Task goal =>
Lines of the listing below that contain the string "inset" are to be returned.

■ ■ ■ ■ ■

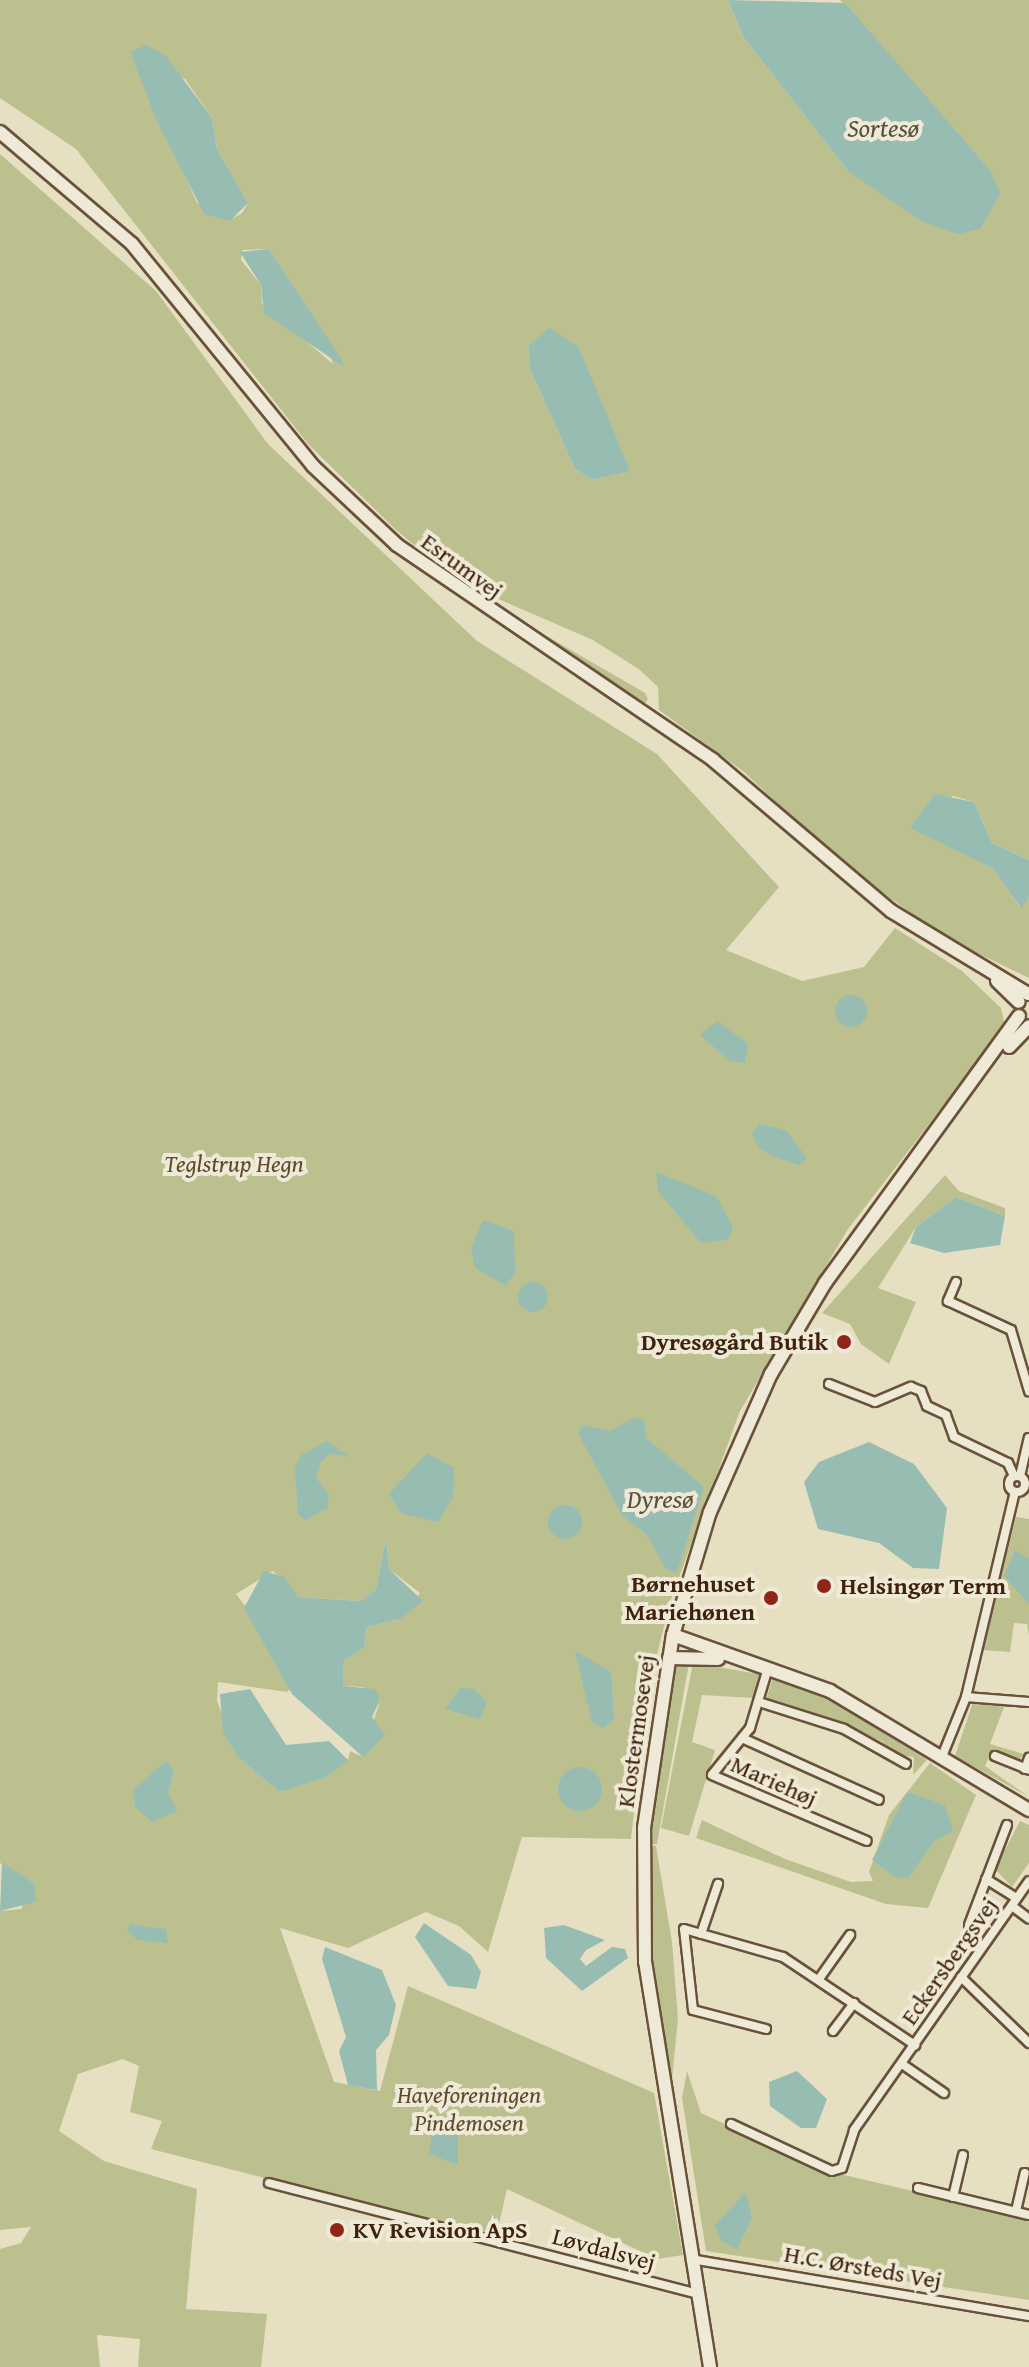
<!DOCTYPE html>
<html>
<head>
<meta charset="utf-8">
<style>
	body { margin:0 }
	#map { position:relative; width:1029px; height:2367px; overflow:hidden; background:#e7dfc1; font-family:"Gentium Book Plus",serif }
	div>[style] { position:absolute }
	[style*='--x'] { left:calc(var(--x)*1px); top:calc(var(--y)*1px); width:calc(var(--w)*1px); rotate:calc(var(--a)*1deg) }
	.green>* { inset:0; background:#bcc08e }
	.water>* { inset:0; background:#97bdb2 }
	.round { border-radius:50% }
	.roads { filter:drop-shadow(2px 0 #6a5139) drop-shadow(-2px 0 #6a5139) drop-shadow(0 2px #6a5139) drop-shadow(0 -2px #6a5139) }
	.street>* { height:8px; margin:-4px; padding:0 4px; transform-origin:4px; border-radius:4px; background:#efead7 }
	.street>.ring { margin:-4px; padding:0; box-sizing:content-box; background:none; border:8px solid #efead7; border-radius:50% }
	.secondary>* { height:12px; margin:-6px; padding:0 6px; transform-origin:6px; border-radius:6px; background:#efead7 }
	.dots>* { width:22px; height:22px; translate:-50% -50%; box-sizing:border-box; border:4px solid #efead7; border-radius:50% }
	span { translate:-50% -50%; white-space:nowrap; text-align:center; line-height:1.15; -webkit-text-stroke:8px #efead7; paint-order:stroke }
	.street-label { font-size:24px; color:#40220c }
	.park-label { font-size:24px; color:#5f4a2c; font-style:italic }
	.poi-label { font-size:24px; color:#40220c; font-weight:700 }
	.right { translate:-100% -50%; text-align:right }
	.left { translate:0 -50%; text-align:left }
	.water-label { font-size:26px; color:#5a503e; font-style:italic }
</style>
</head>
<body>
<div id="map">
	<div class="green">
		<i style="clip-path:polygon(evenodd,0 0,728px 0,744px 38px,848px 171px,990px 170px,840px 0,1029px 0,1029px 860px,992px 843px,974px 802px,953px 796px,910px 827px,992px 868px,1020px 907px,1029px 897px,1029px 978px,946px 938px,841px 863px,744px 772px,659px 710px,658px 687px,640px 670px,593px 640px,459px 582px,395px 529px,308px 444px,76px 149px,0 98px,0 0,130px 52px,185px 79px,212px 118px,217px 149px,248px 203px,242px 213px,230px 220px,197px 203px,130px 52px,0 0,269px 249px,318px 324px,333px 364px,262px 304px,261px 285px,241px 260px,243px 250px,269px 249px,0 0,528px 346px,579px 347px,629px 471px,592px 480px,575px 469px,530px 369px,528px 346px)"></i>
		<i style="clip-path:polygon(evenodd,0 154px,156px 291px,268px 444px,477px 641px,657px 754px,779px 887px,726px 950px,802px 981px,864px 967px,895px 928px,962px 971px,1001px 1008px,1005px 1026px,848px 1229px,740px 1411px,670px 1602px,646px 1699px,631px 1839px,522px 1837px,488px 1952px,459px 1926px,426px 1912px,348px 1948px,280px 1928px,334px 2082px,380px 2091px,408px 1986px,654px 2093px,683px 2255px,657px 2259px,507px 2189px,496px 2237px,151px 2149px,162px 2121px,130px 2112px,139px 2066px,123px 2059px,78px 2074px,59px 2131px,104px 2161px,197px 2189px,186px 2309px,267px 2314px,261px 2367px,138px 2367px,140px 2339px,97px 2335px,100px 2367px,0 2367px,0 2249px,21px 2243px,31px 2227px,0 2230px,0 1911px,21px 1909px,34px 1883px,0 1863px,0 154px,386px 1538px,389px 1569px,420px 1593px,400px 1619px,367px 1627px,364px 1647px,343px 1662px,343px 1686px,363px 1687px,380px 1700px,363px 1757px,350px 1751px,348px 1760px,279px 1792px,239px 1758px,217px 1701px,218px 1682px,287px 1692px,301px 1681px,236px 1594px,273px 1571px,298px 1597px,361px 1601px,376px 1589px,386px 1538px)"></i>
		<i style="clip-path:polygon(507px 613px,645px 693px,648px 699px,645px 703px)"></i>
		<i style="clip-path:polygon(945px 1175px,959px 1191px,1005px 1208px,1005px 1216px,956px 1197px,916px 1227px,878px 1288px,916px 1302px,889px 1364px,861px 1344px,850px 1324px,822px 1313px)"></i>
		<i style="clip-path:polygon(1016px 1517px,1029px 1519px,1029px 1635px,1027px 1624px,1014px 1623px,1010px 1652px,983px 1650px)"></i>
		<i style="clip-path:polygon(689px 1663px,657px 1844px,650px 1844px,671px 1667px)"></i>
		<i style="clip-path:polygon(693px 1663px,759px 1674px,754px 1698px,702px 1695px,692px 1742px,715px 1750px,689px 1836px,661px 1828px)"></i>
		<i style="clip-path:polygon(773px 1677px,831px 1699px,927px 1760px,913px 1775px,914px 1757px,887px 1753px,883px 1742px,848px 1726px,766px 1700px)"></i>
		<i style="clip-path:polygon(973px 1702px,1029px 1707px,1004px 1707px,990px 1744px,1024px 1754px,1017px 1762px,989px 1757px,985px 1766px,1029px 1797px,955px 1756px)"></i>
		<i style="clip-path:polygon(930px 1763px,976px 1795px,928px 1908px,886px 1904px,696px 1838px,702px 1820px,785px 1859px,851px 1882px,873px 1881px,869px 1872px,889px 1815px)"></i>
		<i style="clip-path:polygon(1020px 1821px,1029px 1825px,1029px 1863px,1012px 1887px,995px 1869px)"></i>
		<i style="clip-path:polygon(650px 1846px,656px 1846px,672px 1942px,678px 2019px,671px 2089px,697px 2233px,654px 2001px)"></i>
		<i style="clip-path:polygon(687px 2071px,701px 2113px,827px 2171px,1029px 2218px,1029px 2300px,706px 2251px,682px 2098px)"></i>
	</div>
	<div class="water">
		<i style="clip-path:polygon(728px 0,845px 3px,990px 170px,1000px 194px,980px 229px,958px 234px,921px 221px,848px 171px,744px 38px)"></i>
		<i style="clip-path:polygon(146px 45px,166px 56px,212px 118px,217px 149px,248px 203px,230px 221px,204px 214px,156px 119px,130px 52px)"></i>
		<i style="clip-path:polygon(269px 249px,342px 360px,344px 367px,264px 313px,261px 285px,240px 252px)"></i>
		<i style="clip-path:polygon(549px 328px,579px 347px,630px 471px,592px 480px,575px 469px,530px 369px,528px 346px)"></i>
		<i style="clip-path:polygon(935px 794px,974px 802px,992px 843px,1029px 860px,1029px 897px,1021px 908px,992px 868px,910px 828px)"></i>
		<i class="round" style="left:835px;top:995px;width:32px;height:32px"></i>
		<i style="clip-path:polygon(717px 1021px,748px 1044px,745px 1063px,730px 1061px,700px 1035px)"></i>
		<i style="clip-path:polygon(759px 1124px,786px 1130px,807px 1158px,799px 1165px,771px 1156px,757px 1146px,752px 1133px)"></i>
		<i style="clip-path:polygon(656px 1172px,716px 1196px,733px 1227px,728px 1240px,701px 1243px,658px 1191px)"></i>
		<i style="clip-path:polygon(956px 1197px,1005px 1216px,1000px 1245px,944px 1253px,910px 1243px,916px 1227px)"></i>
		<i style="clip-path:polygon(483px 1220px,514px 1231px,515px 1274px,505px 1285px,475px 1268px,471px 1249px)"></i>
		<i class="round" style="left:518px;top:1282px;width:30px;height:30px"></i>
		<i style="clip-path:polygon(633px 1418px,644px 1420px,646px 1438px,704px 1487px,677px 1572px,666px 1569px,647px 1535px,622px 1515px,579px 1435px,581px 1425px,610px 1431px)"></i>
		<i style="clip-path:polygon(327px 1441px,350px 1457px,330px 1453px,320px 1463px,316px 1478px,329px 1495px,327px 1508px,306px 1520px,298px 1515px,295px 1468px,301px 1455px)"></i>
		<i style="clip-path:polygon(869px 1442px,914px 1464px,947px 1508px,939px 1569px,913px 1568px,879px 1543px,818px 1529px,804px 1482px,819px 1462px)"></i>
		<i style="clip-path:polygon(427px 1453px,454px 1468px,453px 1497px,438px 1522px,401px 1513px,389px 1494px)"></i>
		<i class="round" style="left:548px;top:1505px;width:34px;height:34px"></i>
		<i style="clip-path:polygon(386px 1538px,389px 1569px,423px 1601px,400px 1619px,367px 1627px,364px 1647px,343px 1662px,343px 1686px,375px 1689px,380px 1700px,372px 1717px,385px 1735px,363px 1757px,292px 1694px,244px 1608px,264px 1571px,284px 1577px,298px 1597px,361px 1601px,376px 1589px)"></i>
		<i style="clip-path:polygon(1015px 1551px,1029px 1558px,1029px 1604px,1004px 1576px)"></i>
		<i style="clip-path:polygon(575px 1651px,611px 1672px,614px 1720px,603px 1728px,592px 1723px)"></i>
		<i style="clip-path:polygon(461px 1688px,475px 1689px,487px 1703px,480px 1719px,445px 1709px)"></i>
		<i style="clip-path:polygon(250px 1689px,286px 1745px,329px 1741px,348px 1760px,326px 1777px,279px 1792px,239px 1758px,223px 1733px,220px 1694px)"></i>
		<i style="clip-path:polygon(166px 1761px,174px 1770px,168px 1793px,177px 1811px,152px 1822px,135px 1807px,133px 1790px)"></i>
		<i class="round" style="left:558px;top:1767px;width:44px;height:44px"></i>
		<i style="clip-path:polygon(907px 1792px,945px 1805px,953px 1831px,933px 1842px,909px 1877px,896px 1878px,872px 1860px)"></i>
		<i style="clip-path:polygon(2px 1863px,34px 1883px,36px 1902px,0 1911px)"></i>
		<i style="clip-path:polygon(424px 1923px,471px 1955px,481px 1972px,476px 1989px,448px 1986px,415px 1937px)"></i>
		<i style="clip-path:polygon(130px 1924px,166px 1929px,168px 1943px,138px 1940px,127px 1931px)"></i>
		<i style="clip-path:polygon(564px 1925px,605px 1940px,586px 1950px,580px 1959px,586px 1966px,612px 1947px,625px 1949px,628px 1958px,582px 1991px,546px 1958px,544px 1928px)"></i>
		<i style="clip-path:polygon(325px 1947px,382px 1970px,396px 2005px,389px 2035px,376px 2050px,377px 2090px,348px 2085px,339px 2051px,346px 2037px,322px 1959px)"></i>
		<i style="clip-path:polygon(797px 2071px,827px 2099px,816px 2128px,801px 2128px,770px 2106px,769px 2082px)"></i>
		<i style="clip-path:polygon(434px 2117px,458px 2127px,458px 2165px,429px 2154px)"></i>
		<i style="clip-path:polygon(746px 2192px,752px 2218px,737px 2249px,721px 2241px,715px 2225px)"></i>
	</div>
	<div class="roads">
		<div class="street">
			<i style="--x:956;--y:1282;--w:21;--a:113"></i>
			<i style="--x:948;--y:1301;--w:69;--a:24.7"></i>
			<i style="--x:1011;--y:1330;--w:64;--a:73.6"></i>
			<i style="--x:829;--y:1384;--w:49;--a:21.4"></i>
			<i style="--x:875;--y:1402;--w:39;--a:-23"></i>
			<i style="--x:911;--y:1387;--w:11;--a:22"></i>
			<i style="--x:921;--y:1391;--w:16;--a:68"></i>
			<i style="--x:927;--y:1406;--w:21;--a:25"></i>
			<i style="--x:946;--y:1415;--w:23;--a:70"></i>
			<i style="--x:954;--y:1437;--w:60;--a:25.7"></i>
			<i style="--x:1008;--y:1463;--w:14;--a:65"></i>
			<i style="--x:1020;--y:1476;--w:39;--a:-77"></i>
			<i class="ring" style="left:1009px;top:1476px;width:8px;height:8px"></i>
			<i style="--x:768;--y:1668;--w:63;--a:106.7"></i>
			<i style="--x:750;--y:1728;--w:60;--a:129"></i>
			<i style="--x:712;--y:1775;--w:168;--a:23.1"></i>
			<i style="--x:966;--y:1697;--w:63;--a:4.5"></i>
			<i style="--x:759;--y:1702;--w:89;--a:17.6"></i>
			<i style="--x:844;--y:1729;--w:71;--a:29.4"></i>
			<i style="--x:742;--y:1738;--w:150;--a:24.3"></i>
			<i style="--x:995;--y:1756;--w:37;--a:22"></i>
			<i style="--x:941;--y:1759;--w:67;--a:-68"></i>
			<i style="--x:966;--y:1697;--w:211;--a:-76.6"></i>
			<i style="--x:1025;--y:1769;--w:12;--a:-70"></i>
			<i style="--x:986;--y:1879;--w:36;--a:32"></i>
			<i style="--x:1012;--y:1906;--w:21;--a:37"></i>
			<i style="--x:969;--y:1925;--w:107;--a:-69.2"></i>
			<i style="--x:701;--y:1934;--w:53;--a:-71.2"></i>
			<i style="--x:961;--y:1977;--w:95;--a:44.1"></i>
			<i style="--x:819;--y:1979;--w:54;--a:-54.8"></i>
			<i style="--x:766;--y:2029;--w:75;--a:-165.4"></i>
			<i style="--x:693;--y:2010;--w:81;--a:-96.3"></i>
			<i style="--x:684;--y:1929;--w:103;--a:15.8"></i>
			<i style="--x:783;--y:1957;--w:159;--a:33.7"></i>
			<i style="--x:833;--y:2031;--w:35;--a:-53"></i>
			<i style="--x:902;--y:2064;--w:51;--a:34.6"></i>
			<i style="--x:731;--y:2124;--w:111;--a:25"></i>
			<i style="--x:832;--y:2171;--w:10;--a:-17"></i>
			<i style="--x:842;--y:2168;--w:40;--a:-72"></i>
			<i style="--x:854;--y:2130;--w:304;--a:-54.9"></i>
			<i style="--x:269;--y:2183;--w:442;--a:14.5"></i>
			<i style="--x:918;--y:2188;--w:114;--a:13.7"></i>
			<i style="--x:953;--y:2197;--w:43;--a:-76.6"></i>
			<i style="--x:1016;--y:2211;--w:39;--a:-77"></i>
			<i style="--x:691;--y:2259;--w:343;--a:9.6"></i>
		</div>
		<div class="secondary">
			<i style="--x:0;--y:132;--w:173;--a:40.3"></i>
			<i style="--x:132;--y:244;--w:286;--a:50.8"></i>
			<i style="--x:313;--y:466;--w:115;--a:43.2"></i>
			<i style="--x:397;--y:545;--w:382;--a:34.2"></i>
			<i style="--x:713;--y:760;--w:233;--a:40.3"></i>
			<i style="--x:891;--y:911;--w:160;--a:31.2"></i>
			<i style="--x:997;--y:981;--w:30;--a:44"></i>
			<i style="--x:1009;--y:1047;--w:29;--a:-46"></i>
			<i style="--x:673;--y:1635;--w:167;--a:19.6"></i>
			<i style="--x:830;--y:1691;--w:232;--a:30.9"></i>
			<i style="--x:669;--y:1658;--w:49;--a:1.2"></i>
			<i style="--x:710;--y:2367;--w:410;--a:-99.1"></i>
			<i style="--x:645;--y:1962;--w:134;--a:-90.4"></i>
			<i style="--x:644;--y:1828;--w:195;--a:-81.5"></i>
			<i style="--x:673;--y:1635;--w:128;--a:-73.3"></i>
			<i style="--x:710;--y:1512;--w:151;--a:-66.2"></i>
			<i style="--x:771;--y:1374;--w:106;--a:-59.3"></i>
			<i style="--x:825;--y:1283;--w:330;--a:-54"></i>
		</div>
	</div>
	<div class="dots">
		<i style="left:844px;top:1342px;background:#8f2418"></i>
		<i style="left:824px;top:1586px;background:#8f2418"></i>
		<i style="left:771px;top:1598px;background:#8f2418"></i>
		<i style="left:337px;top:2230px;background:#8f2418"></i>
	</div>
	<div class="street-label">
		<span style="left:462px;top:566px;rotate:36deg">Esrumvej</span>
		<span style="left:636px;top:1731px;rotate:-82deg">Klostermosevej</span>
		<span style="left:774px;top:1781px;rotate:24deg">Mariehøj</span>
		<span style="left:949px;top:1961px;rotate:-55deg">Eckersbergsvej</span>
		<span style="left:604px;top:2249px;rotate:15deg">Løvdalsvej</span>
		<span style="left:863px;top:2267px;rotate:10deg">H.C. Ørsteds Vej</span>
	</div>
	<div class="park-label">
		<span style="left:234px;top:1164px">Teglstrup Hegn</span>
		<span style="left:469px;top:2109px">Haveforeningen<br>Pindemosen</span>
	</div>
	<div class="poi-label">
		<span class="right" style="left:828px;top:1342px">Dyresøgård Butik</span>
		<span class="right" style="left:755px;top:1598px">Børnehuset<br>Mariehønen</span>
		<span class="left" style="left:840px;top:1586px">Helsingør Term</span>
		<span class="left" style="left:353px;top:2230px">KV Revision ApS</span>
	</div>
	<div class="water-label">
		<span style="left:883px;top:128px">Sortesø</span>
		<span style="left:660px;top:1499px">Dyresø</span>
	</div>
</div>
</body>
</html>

■ ■ ■ ■ ■

Task output =>
	.green>* { inset:0; background:#bcc08e }
	.water>* { inset:0; background:#97bdb2 }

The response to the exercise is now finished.